L'essence fruitière est, dès lors, incapable de donner des récoltes saines et abondantes.

La loi de la restitution des éléments exportés du sol par les récoltes des plantes annuelles est admise par tous, sanctionnée par la pratique. Comment comprendre que cette loi souffre des exceptions, qu'elle ne s'applique pas à toutes les plantes et que les arbres fruitiers y échappent ?

Par conséquent, une culture fruitière ne peut être maintenue en bon état de production que si on lui apporte annuellement tous les éléments solubles dont elle a besoin pour nourrir et produire une récolte maximum, tout en tenant compte de ceux qui manquent ou qui se trouvent en petite quantité dans le sol.

Améliorations des terres par les amendements.

— En arboriculture fruitière, on ne se préoccupe pas assez de l'importance d'améliorer la nature physique et les propriétés chimiques des sols par les amendements.

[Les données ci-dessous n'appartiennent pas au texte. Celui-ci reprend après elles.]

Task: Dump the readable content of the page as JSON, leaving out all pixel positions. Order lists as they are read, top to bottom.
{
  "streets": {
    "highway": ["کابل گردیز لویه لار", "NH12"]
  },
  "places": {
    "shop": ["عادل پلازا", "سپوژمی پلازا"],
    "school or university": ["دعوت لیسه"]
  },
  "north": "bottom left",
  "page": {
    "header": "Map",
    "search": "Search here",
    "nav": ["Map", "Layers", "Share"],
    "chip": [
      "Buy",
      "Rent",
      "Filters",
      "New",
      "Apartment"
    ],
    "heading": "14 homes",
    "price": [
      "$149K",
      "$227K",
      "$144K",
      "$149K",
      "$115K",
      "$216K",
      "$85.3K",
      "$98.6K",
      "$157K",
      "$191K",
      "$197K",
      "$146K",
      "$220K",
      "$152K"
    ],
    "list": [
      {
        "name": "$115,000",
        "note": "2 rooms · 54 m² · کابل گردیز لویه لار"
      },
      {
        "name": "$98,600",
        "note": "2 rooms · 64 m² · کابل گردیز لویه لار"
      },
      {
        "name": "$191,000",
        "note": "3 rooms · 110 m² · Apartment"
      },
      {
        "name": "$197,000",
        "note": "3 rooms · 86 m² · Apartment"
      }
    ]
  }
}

Cette négligence explique pourquoi les plantations sont si disparates dans leur végétation, leur fructification et leur durée.

Acidité des terres.

— L'absence de chaux fait de l'argile et de l'humus de la véritable colle. La terre devient difficile à travailler et imperméable à l'eau et à l'air ; les racines dans ce milieu sont asphyxiées. Ceci explique pourquoi les sols acides se ressuient difficilement après les pluies ; ils restent plus longtemps que les autres inaccessibles aux instruments aratoires.

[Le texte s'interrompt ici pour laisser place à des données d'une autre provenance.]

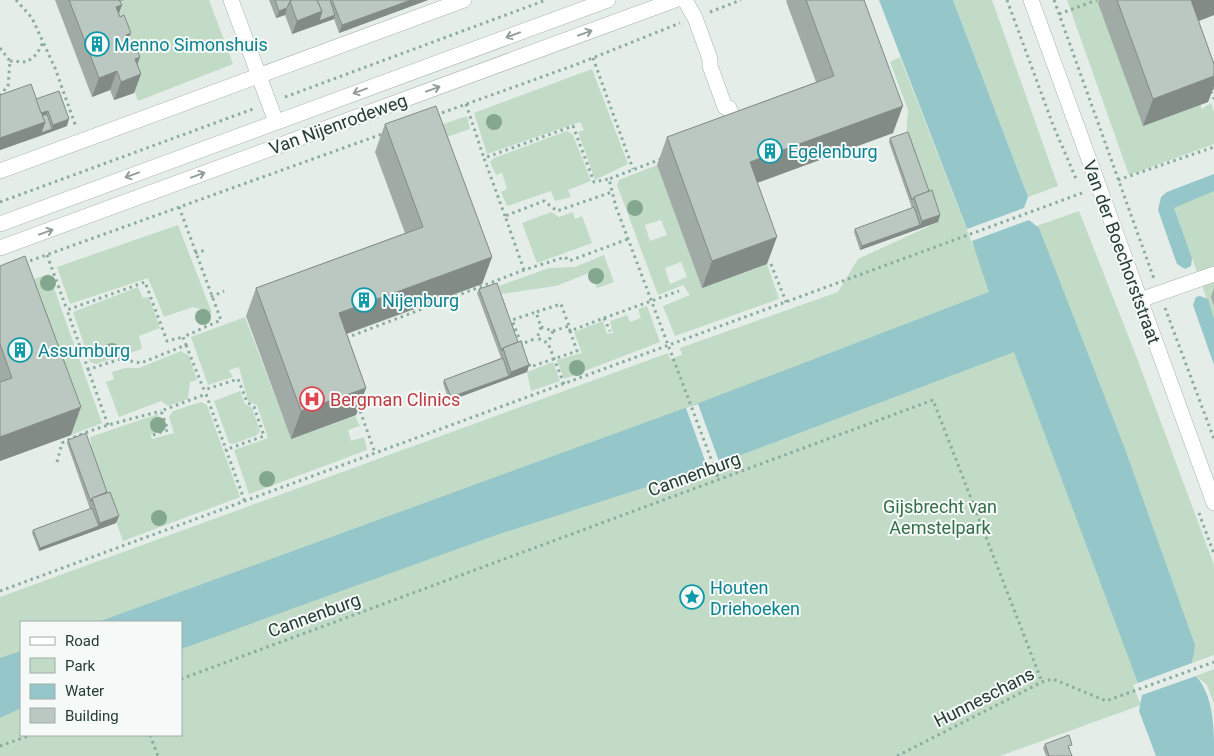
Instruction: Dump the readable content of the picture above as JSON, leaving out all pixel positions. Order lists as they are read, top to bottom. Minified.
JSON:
{"streets":{"street":["Van Nijenrodeweg","Van der Boechorststraat"],"path":["Cannenburg","Hunneschans"]},"crossings":[["Cannenburg","Hunneschans"]],"parks":["Gijsbrecht van Aemstelpark"],"places":{"building":["Menno Simonshuis","Egelenburg","Nijenburg","Assumburg"],"hospital":["Bergman Clinics"],"place":["Houten Driehoeken"]},"legend":["Road","Park","Water","Building"]}
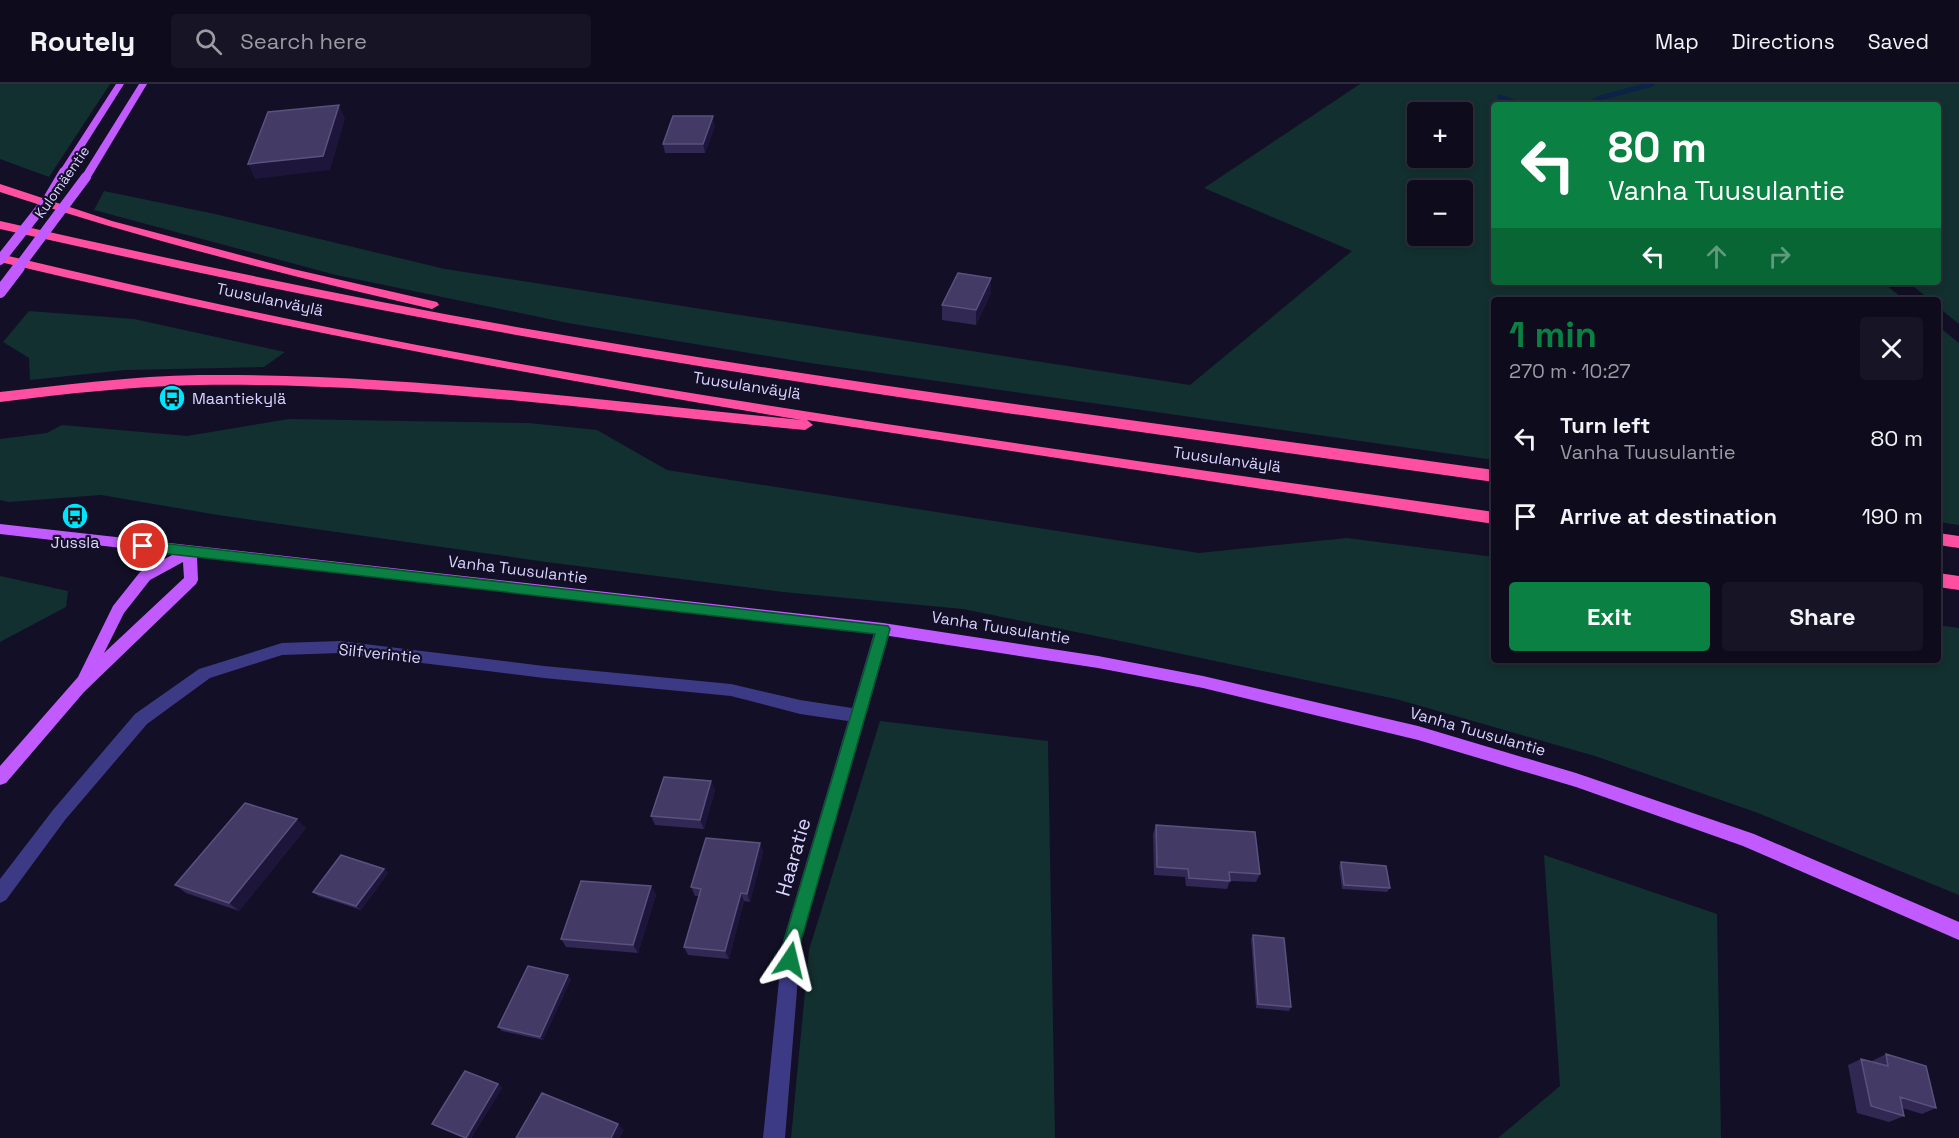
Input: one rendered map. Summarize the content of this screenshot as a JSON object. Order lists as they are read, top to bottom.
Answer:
{
  "streets": {
    "highway": ["Tuusulanväylä"],
    "main road": ["Kulomäentie", "Vanha Tuusulantie"],
    "street": ["Silfverintie", "Haaratie"]
  },
  "crossings": [
    ["Kulomäentie", "Tuusulanväylä"],
    ["Vanha Tuusulantie", "Haaratie"],
    ["Silfverintie", "Haaratie"]
  ],
  "places": {
    "bus stop": ["Maantiekylä", "Jussla"]
  },
  "page": {
    "header": "Routely",
    "search": "Search here",
    "nav": ["Map", "Directions", "Saved"],
    "map_buttons": ["+", "−"],
    "turn": ["80 m", "Vanha Tuusulantie"],
    "heading": ["1 min", "270 m · 10:27"],
    "list": [
      {
        "name": "Turn left",
        "note": "Vanha Tuusulantie",
        "value": "80 m"
      },
      {
        "name": "Arrive at destination",
        "value": "190 m"
      }
    ],
    "buttons": ["Exit", "Share"]
  }
}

Dans tous les sols acides, la décomposition des fumiers est lente par manque de chaux, dont l'absence empêche la transformation des acides du sol en sels calcaires inoffensifs. Les acides restant libres brûlent les microbes et les bactéries, agents essentiels de la vie dans la terre arable, qui devient inerte. Les plantes y souffrent de manque d’azote assimilable, qu'elles prennent sous forme de nitrate de chaux. L'action des engrais chimiques est réduite. Si l'on utilise des sels potassiques bruts, par exemple, leur potasse est fixée par les composés minéraux du sol, alors que leurs acides accroissent le défaut de la terre. De là des échecs culturaux et des découragements dont un esprit superficiel croit trouver la cause en ce qu'il appelle la routine du praticien.

Végétation dans les terres acides.

— Quoi qu'il en soit, les végétaux possibles dans les terres acides sont de valeur médiocre. La luzerne disparaît, elle détruit les betteraves ; le rendement de blé diminue. Par contre, le trèfle incarnat prospère encore.

Les plantes calcifuges envahissent le sol : ail sauvage, oseilles, rumex ; l'orobanche est un indicateur de la pauvreté du sol en magnésie et en chaux ; absence de légumineuses. On rencontre le chrysanthème de moisson ; la houlque laineuse domine dans les prairies. La germination des pois est lente, l'épinard jaunit, sa croissance est diminuée. Les choux pommés, la pomme de terre, la courge, la fraise supportent l’acidité du sol.

Influence de la chaux sur l'engrais.

— La chaux favorise la décomposition des engrais organiques, et certains engrais minéraux doivent se modifier en présence du carbonate de chaux du sol, ainsi le sulfate d'ammoniaque et le sulfate de chaux. Le chlorure de potassium forme du carbonate de chaux et du chlorure de chaux. Le sulfate et le chlorure sont éliminés par les eaux du sous-sol. Les deux carbonates retenus par le pouvoir absorbant du sol agissent comme fertilisants parfaits. Par contre, ils ne se forment point dans les sols acides, qui manquent de carbonate de chaux et qui, pour cette raison, répondent mal à l'emploi de certains engrais minéraux dits acides. Il est tout indiqué d'employer, en terre privée de chaux, les engrais salins, sulfate d'ammoniaque et potasse d'Alsace.

Les engrais chimiques sont répartis en trois catégories :

    1° Acides : comme les sels ammoniacaux, le crud ammoniac et les sels de potasse ;
    2° Neutres : le superphosphate, les phosphates précipités, le plâtre ;
    3° Basiques : le cyanamide de calcium, les scories de déphosphoration, les nitrates de potasse et de soude.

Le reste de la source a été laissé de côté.